From the records below, pull each line that has "Extract".

[DATASET EXCERPTS — start]

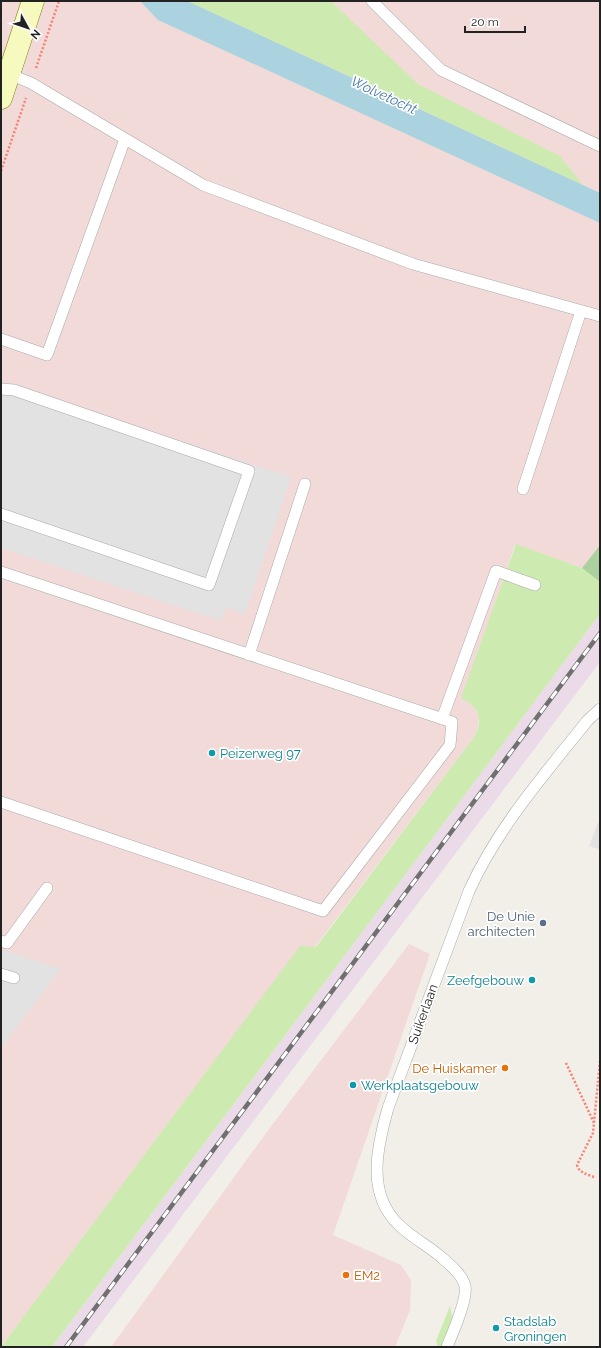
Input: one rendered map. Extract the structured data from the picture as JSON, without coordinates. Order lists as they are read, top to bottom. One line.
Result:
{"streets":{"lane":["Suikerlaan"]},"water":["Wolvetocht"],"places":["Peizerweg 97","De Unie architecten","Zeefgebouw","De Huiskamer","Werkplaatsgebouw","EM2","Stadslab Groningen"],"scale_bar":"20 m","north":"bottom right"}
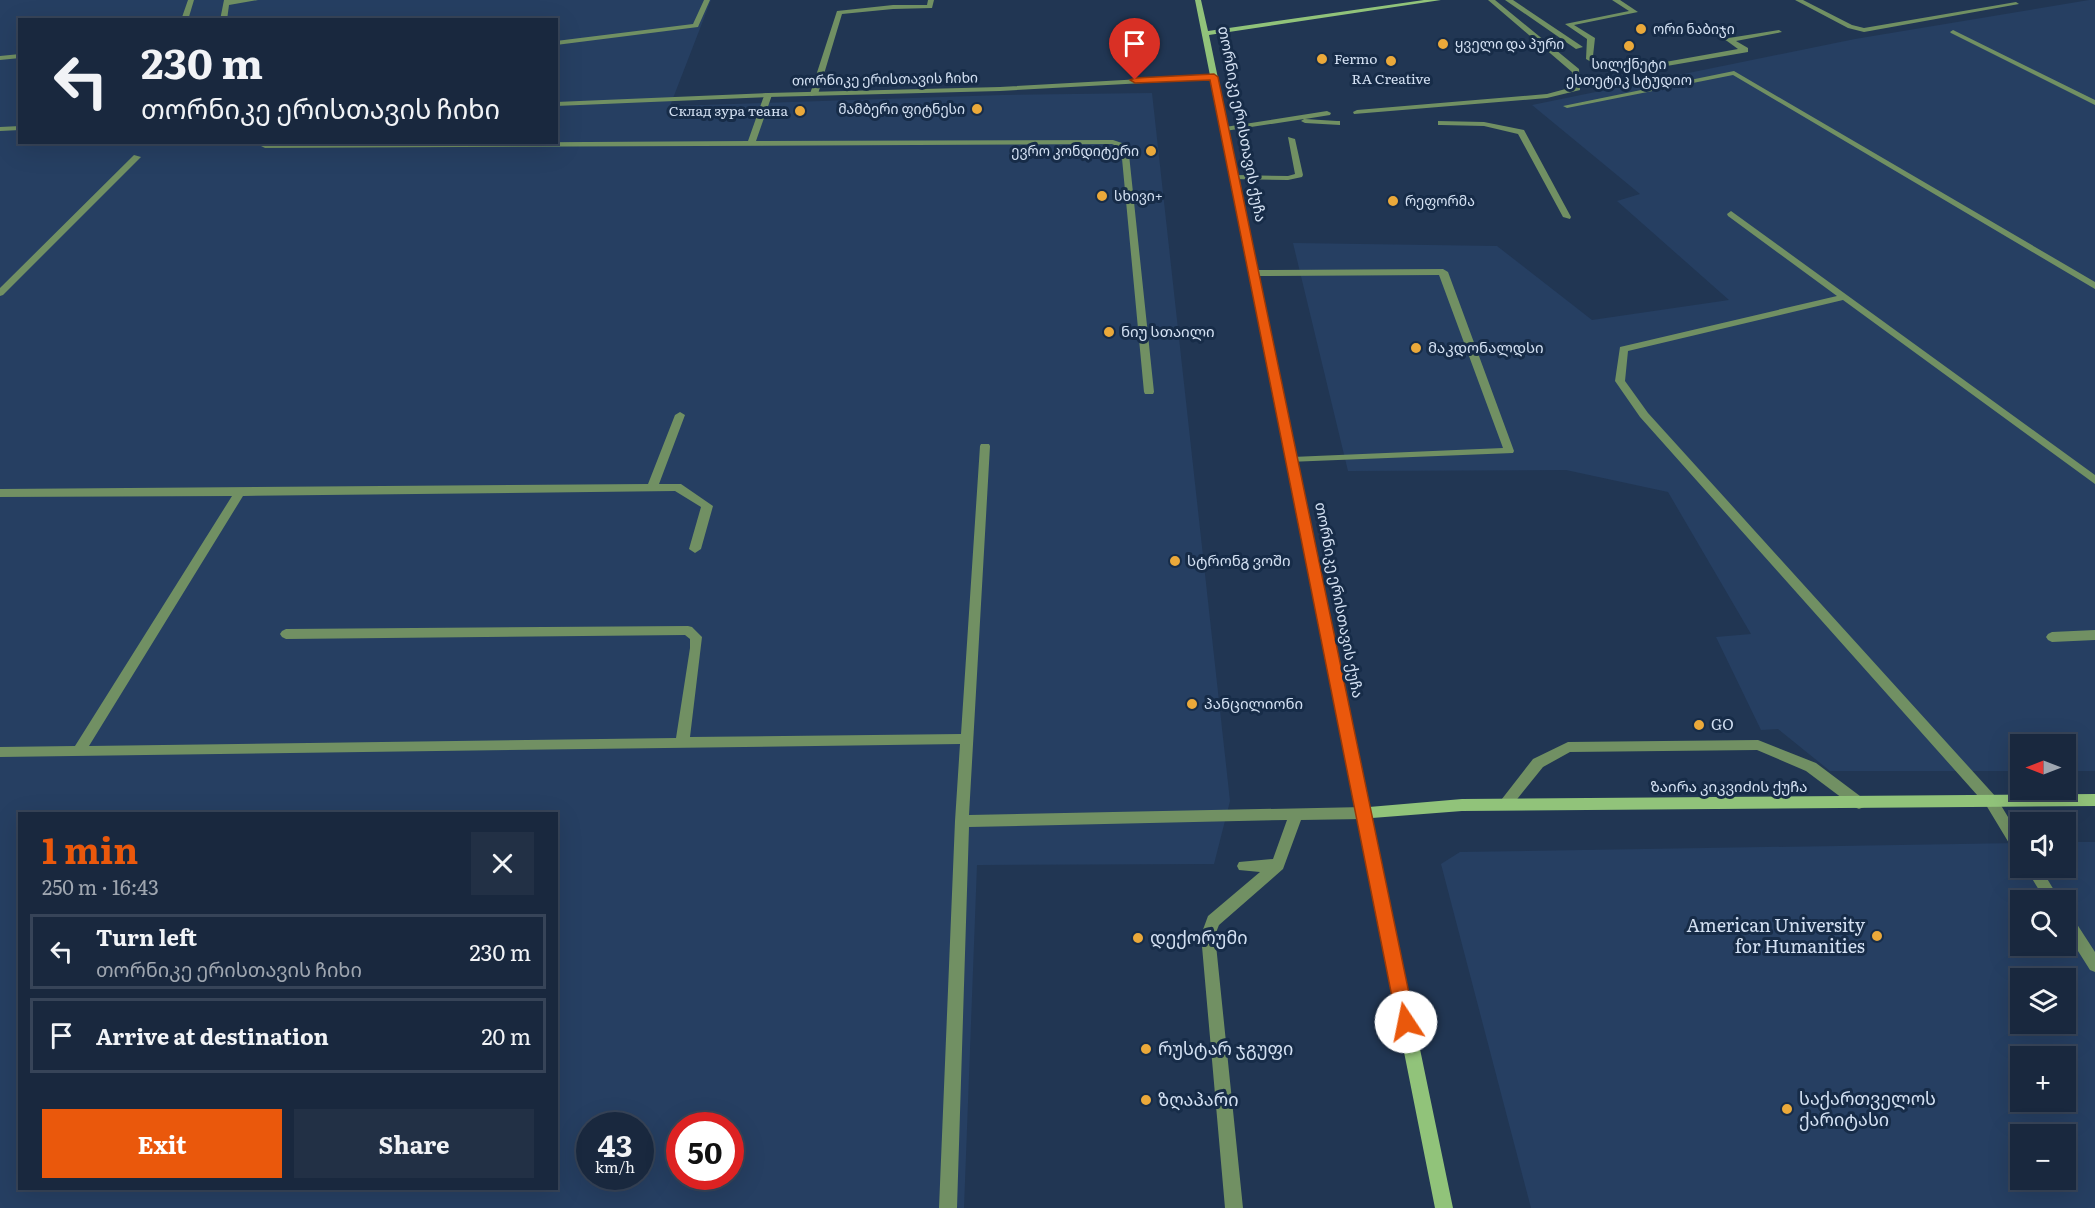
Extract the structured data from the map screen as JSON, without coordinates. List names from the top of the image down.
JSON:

[DATASET EXCERPTS — finish]

--- RESULT FOR THIS EXERCISE ---
Input: one rendered map. Extract the structured data from the picture as JSON, without coordinates. Order lists as they are read, top to bottom. One line.
Extract the structured data from the map screen as JSON, without coordinates. List names from the top of the image down.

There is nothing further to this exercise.